All of my immediate family members are introverted (some even more than me) and none of them have social anxiety.
 

UnOccupied

Well-known member
It seems like MOST of us weren't born with social anxiety. I mean, its not like we were conceived, and the doctor said, ok, this kid...he/she def. needs to have SA, they deserve it...HAHA, what a joke! We all just learned these stupid self conscious habits. I don't know about you guys, but now that i am in the process of, and almost at the point of overcoming SA, i realize it is something that CAN be managed and dealt with. The trickiest part is that the feelings of SA are SO strong that we believe them as the truth. They are so far from it! For me, its weird...its like i get nervous about being nervous. Like, i'm nervous about people thinking i'm anxious and scared of what they think of me. Just because i feel anxious this happens, its so irrational and dumb. I just hope you all realize you can overcome this, you just need some willpower and find out what works for you.

The biggest help for me has been realizing that i focus 100% of my thoughts ALL DAY on anxiety, and making sure i appear normal to everyone else.

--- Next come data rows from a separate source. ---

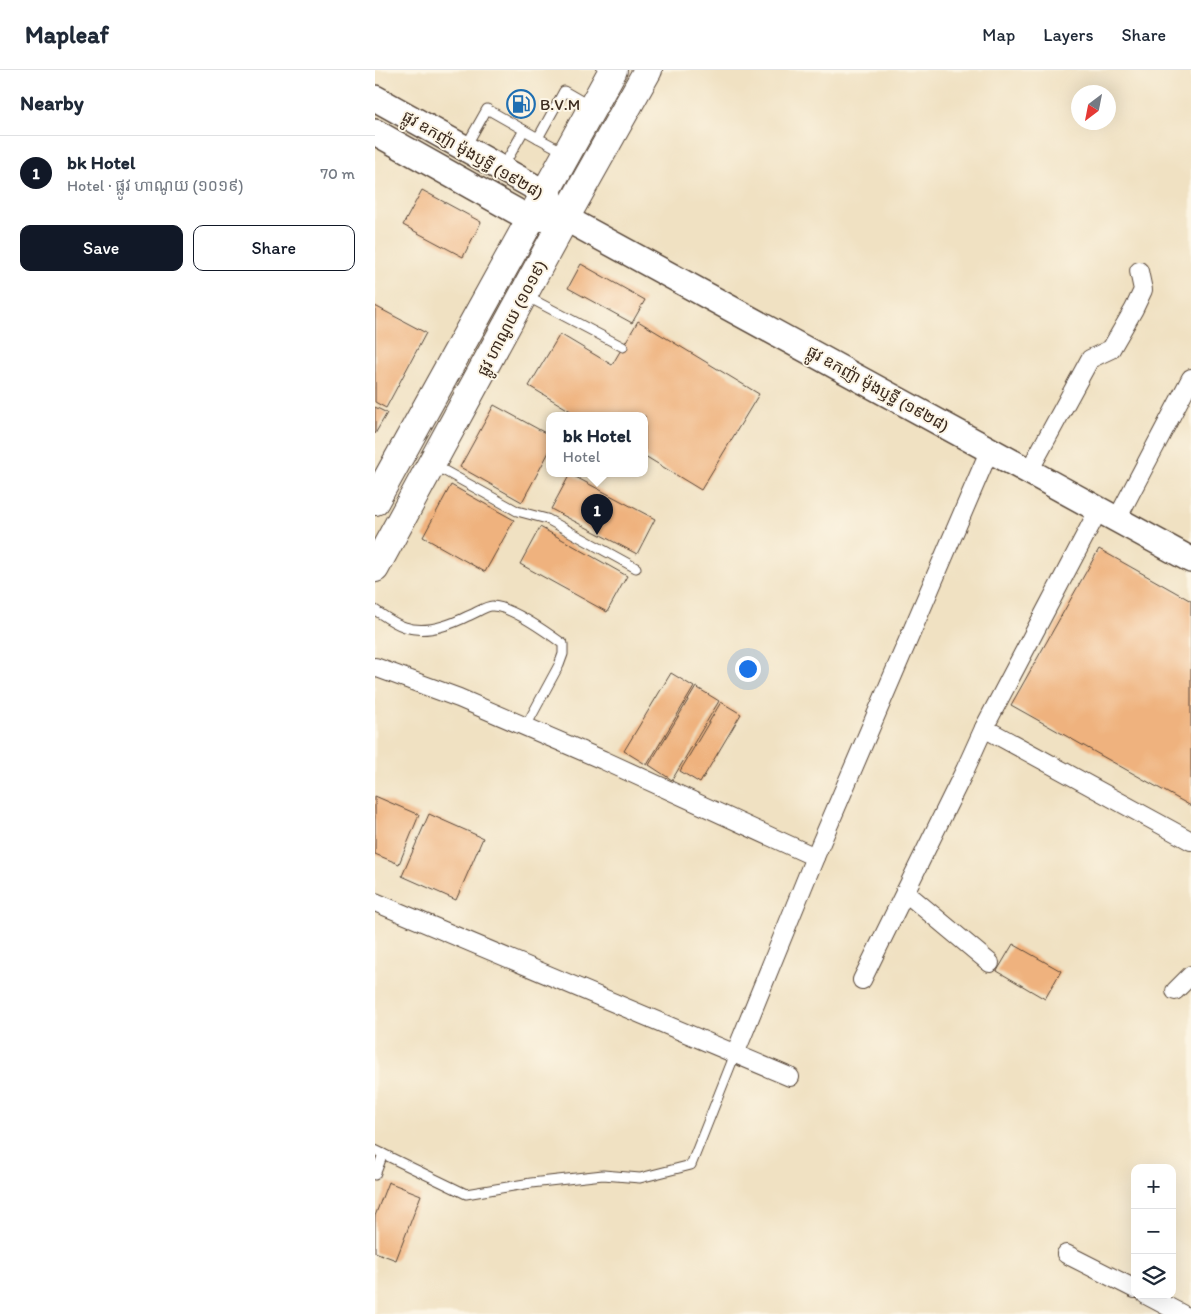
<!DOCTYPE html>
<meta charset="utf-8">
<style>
:root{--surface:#fff;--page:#f2f2f3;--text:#1f2937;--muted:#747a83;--line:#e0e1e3;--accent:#111827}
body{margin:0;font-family:Itim,"Noto Sans Khmer",sans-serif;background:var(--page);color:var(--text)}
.controls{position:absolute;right:15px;bottom:15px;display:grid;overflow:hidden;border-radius:10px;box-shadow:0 5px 20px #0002}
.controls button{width:45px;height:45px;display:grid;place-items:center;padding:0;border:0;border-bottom:1px solid var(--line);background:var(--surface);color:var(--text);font:25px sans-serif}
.compass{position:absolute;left:696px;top:15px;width:45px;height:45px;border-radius:50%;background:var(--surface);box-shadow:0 5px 20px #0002;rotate:212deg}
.you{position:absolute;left:372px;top:598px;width:18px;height:18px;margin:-12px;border:4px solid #fff;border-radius:50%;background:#1a73e8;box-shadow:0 0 0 8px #1a73e833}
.badge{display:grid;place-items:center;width:32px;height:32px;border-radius:50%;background:var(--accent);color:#fff;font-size:16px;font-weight:700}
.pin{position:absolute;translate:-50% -41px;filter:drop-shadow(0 1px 2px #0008)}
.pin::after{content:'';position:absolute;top:26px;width:18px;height:15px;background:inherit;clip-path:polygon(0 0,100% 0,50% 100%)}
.popup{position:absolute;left:171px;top:342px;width:102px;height:65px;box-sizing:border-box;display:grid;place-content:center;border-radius:10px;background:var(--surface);filter:drop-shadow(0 1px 4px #0005);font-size:16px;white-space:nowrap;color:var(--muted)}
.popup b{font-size:19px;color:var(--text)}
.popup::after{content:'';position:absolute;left:50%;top:100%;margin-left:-10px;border:10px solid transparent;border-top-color:var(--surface)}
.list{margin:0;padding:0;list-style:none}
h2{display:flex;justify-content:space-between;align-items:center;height:65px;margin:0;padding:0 20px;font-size:21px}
h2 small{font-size:16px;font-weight:400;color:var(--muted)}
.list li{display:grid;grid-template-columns:32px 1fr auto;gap:15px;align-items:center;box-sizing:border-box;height:75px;padding:0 20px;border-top:1px solid var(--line)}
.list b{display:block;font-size:19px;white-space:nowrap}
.list p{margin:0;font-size:16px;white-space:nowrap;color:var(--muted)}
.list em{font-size:16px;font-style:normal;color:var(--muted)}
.actions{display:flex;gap:10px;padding:15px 20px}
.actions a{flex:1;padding:11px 0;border:1px solid var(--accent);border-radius:10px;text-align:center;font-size:18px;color:var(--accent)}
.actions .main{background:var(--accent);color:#fff}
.icon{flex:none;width:28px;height:28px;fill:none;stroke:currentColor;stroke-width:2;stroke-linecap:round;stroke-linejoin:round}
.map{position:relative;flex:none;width:816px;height:1244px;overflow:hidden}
header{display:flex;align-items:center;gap:30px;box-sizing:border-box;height:70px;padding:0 25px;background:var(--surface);border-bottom:1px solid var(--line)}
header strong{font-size:24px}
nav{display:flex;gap:28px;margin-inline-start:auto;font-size:18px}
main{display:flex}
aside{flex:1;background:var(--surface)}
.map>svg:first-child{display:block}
.building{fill:#efb27e}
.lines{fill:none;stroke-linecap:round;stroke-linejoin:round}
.lane-casing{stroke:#564537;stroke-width:11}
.street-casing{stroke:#564537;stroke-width:20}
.secondary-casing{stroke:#564537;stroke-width:28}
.primary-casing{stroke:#564537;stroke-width:30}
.lane{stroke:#fff;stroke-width:9}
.street{stroke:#fff;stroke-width:18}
.secondary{stroke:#fff;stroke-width:25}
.primary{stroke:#fff;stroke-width:28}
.labels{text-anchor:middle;stroke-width:4;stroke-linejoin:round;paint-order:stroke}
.poi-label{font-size:16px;fill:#3b2a1e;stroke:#fcf5e5;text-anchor:start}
.street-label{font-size:16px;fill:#3b2a1e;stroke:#fcf5e5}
</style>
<header>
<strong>Mapleaf</strong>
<nav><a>Map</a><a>Layers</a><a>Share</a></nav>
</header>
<main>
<aside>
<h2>Nearby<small></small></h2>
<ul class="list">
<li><span class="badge">1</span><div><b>bk Hotel</b><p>Hotel · ផ្លូវ ហាណូយ (១០១៩)</p></div><em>70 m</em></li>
</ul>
<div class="actions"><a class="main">Save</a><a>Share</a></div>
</aside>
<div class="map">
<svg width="816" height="1244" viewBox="0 0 816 1244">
<rect width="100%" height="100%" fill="#fcf5e5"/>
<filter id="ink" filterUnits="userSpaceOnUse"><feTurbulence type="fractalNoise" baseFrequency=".02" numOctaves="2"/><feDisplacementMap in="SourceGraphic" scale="10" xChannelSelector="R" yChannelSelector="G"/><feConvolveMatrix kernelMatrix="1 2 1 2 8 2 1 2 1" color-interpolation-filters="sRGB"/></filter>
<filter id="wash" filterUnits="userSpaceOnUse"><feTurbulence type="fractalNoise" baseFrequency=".0096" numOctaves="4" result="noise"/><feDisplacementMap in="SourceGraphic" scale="20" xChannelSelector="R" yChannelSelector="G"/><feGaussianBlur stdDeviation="1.12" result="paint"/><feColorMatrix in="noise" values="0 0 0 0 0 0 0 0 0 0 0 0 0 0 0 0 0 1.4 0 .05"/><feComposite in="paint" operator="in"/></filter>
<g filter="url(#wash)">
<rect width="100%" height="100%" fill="#f0e1c2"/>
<g id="blocks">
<g class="building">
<polygon points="47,120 106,152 88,187 28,155"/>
<polygon points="206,194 270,230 257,253 193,218"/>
<polygon points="0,236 51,263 11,338 0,332"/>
<polygon points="263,251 384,324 326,420 270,386 270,346 204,346 154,316 185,264 237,295"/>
<polygon points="119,335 174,365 174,382 147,432 85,397"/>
<polygon points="0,337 12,343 0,364"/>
<polygon points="195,404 280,449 262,484 176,439"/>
<polygon points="76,415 139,450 110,502 48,467"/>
<polygon points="165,457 252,506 232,542 145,494"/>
<polygon points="724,479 816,531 816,736 636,635"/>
<polygon points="296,603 319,617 272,695 249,681"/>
<polygon points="321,617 344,631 297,710 274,695"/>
<polygon points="346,632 366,644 325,713 305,701"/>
<polygon points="0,726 44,745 24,794 0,784"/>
<polygon points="54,744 108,768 81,830 27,806"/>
<polygon points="638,874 686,901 670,929 622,901"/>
<polygon points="13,1112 46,1125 21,1190 0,1182 0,1146"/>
</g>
</g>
</g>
<g filter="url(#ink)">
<use href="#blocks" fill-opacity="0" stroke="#564537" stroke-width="1"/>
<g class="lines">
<defs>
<g id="lane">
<polyline points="163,68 189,82"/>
<polyline points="90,78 112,39 163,68 189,21 215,36"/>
<polyline points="128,97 149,60"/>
<polyline points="151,226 248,277"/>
<polyline points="59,395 142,441 172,449 261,498"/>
<path d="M0,540c9,6 20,14 30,17 20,7 45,-2 63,-11 6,-2 18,-10 24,-10 19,0 56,27 71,38v10l-4,11 -33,61"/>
<polyline points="0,1080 91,1124 156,1113 228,1105 265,1108 316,1095 360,984"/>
<polyline points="0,1105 8,1084"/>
</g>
<g id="street">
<polyline points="654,401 715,289 736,279 759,239 768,220 764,201"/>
<polyline points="742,449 816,308"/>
<polyline points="0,597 84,628 228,690 440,787"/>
<polyline points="609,658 816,771"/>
<polyline points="530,822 615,893"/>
<polyline points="0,832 415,1007"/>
<polyline points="487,910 590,700 609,658 724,439"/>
<polyline points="800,921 816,905"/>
<polyline points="360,984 440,787 615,379"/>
<polyline points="691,1184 760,1219"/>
<polyline points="771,1225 807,1244"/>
</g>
<g id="secondary">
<polyline points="0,28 170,123 190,148 816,490"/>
<polyline points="0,62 155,149 175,148"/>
</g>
<g id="primary">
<polyline points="0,431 238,0"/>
<polyline points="0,498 190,148 273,0"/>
</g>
</defs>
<use href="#lane" class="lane-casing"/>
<use href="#street" class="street-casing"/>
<use href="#secondary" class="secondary-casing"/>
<use href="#primary" class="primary-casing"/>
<use href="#lane" class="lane"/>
<use href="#street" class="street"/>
<use href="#secondary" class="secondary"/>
<use href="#primary" class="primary"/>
</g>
</g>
<defs>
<symbol id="fuel-ring" viewBox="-11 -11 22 22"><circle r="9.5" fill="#fcf5e5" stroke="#1f6fb2" stroke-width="1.5"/><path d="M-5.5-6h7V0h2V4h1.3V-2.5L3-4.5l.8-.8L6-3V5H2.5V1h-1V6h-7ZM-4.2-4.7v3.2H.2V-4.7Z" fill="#1f6fb2"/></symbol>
</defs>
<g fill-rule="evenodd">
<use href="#fuel-ring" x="130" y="18" width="32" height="32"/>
</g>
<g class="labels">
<g class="poi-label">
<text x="165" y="40">B.V.M</text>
</g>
<g class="street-label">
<text transform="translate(98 84) rotate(30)" y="6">ផ្លូវ ឧកញ៉ា ម៉ុងឫទ្ធី (១៩២៨)</text>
<text transform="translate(136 248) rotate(-62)" y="6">ផ្លូវ ហាណូយ (១០១៩)</text>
<text transform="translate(503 318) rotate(29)" y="6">ផ្លូវ ឧកញ៉ា ម៉ុងឫទ្ធី (១៩២៨)</text>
</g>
</g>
</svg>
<div class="controls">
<button>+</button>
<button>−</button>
<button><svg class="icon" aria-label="layers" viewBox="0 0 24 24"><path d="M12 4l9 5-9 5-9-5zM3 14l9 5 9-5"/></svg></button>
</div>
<svg class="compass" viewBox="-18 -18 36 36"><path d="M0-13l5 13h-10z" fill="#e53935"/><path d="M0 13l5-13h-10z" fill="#747a83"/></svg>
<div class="you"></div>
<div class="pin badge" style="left:222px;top:465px">1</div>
<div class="popup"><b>bk Hotel</b>Hotel</div>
</div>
</main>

Now, i would say i focus about 40% of my thoughts on anxiety, maybe even 30%, doesn't matter.

Don't know what else to say, im just frustrated that i can't communicate exactly how dumb and fake social anxiety is to you all, and i want you all to feel this power and energy i feel about my life now that i know who's in control. Good day to you all! :)
 

Predacon

Well-known member
I would say yes to some degree. Though its hard to remember as a child if it was just shyness or if it was definitely SA.